Your assignment:
Copy out all the lines of the data that hold the word "align".
::: Data for this exercise
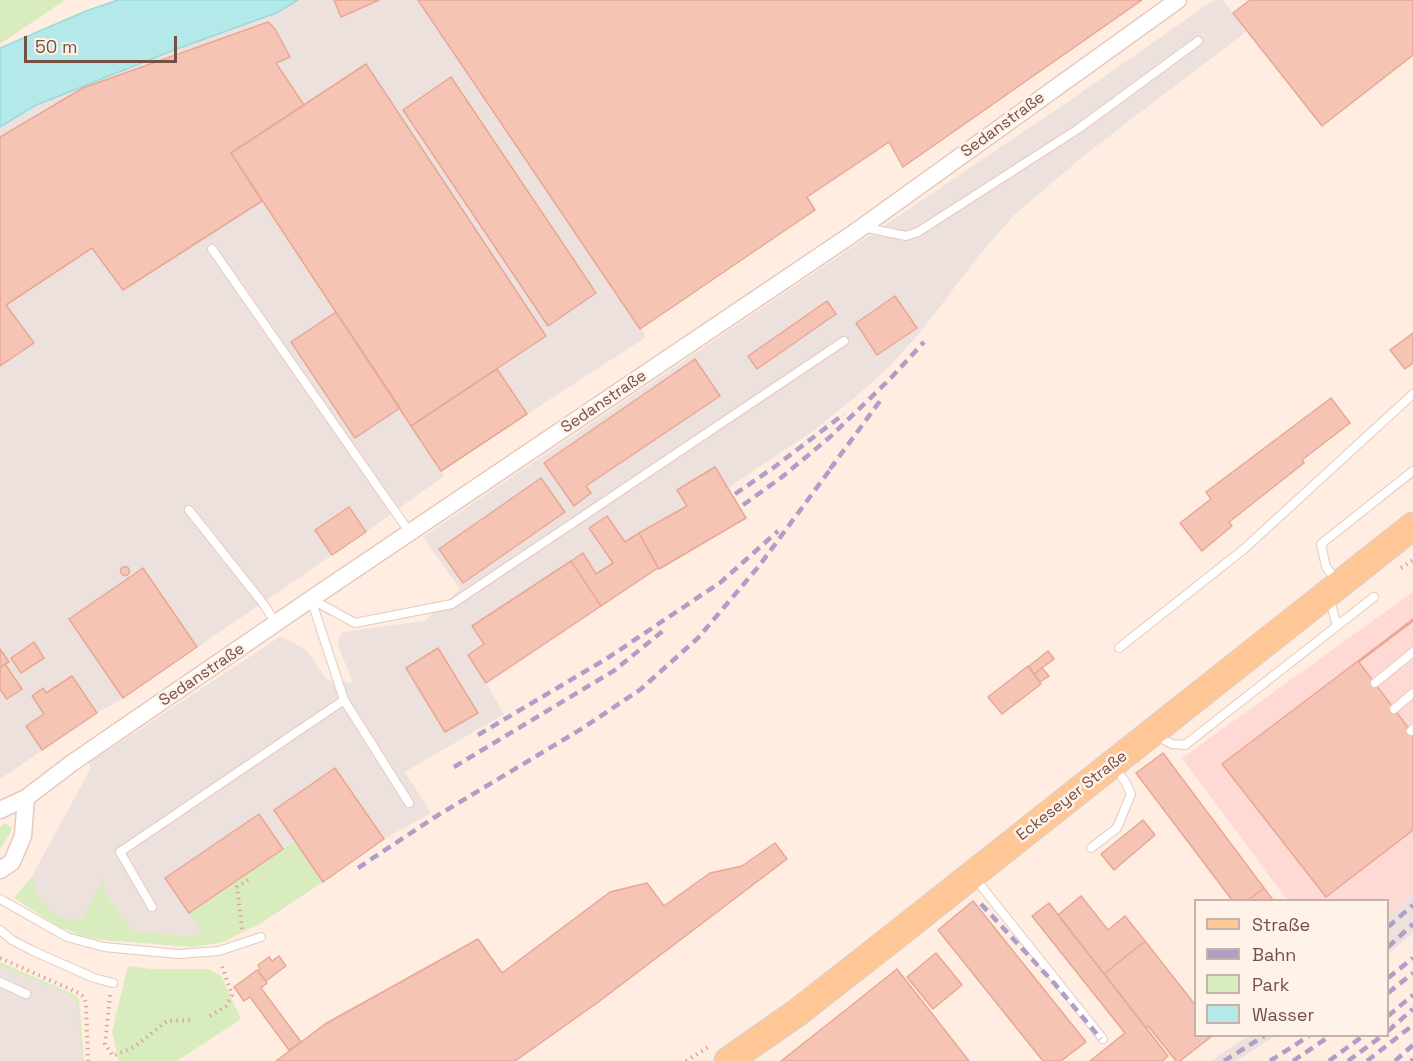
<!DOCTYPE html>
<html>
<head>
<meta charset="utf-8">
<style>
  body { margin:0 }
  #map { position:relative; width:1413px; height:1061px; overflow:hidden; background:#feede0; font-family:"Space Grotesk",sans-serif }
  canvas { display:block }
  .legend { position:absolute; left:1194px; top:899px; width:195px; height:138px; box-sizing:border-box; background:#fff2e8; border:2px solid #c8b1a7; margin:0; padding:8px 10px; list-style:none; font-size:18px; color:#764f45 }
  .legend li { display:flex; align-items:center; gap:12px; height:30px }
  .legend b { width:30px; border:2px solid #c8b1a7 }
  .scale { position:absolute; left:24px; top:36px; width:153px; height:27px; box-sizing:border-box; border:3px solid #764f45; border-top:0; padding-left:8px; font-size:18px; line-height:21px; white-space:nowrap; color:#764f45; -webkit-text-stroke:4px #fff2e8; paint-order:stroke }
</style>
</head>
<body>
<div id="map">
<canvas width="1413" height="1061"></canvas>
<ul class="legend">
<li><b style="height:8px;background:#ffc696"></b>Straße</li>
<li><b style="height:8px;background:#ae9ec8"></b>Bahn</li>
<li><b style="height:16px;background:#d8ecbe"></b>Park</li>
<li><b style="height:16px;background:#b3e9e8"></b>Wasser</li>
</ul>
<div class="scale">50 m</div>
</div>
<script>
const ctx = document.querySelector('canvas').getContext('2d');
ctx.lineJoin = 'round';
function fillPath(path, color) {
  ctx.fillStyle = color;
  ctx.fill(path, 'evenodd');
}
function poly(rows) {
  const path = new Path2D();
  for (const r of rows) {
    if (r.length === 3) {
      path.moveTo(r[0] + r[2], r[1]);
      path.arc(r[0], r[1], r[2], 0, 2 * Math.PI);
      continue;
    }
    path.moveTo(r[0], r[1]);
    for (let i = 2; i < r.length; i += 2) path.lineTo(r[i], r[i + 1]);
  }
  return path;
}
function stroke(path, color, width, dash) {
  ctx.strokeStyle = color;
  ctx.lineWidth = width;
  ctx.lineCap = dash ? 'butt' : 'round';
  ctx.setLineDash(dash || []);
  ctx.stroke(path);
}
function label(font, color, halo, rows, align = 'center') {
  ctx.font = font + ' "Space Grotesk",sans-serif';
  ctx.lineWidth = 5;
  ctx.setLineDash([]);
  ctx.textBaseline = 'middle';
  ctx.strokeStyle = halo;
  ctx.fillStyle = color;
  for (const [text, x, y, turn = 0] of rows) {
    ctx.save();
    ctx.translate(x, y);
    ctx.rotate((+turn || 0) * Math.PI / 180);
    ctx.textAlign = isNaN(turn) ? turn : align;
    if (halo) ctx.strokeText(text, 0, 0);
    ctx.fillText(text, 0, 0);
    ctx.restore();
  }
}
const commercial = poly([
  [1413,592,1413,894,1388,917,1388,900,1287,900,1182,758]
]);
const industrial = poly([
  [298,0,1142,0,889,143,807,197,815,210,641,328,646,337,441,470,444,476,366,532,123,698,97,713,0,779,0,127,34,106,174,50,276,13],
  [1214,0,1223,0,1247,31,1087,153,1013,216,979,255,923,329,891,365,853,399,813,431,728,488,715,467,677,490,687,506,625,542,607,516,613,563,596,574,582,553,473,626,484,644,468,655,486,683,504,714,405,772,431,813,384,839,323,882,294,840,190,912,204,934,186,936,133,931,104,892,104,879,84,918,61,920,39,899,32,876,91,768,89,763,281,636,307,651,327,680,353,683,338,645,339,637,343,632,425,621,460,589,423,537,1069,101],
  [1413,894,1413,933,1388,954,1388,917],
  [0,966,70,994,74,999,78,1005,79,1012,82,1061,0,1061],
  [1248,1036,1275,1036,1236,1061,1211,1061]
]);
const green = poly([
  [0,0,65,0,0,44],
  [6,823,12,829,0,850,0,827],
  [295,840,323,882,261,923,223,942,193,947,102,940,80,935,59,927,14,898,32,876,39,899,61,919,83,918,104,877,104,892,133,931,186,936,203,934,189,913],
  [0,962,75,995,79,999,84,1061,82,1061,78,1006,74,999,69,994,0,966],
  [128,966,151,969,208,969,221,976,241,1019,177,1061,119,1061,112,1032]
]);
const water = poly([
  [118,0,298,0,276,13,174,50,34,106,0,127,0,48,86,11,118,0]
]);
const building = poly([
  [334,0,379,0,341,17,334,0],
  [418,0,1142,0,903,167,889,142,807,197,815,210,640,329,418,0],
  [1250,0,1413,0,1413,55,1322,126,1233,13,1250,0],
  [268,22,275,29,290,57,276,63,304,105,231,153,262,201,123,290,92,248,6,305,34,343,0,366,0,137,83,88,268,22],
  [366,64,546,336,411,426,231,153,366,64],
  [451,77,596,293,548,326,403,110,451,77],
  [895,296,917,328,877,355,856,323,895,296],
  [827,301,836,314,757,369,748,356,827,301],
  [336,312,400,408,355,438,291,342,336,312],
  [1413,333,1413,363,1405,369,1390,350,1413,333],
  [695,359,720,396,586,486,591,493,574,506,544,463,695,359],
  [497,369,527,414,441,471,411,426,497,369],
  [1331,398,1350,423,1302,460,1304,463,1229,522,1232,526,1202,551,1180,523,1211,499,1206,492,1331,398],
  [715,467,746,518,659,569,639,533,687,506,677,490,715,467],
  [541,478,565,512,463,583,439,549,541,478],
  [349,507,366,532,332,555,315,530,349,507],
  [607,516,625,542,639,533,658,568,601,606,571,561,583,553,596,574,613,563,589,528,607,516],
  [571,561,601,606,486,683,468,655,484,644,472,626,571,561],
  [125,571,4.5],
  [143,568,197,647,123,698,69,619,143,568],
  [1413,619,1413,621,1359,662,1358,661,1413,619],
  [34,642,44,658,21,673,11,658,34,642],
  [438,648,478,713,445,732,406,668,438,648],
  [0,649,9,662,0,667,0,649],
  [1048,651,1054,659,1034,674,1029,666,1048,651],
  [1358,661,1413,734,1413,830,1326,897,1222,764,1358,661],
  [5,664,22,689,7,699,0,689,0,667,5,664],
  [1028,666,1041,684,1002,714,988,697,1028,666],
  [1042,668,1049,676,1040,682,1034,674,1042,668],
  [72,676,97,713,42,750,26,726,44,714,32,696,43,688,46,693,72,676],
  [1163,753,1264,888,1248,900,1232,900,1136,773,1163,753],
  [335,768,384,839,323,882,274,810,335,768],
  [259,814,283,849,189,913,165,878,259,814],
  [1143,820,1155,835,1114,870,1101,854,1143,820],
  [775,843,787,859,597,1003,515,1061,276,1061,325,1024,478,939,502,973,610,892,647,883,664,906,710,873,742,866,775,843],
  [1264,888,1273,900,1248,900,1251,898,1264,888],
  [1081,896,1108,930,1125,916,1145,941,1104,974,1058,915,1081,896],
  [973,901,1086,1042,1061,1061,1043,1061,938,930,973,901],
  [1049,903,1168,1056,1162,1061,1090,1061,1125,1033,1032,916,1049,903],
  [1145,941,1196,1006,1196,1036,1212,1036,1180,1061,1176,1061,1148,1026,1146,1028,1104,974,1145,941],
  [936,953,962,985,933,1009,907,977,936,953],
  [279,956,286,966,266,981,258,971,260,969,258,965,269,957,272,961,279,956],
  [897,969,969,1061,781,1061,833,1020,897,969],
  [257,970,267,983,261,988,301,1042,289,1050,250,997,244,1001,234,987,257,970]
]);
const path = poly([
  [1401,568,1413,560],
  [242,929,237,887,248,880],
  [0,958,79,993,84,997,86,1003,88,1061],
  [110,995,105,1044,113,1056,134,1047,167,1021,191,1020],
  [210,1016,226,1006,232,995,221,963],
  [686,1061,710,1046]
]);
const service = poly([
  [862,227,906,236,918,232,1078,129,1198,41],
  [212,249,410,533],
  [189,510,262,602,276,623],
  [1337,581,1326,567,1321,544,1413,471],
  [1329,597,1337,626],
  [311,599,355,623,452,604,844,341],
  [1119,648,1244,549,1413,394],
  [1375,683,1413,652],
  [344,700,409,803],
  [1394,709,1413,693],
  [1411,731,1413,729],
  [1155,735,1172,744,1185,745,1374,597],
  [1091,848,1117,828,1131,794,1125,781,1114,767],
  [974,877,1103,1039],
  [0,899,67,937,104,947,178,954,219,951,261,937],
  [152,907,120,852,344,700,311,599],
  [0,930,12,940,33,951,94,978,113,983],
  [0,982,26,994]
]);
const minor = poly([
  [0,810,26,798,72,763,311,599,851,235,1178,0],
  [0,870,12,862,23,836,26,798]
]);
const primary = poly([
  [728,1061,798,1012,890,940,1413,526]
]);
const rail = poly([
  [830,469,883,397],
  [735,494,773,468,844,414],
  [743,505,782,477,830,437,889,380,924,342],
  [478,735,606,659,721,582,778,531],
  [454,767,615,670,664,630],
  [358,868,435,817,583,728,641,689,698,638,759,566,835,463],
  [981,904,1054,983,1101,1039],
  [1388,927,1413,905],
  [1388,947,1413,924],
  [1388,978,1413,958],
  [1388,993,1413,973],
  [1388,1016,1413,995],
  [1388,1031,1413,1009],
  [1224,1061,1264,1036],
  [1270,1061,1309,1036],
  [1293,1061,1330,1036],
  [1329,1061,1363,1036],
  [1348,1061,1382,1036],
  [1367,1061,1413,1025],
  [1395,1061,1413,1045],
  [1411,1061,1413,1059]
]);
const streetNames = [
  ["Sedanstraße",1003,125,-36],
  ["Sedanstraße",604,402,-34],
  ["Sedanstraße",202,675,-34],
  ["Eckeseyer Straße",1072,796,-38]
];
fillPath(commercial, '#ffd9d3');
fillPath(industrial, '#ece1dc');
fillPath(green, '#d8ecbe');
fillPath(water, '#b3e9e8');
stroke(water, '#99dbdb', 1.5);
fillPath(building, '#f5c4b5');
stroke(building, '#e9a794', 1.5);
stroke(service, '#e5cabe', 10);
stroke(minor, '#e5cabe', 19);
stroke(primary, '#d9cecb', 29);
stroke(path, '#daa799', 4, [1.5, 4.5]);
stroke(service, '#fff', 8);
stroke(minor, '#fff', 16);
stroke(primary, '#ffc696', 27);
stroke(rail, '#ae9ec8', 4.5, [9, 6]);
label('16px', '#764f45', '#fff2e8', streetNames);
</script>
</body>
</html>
::::::
Solution below:
  .legend li { display:flex; align-items:center; gap:12px; height:30px }
function label(font, color, halo, rows, align = 'center') {
    ctx.textAlign = isNaN(turn) ? turn : align;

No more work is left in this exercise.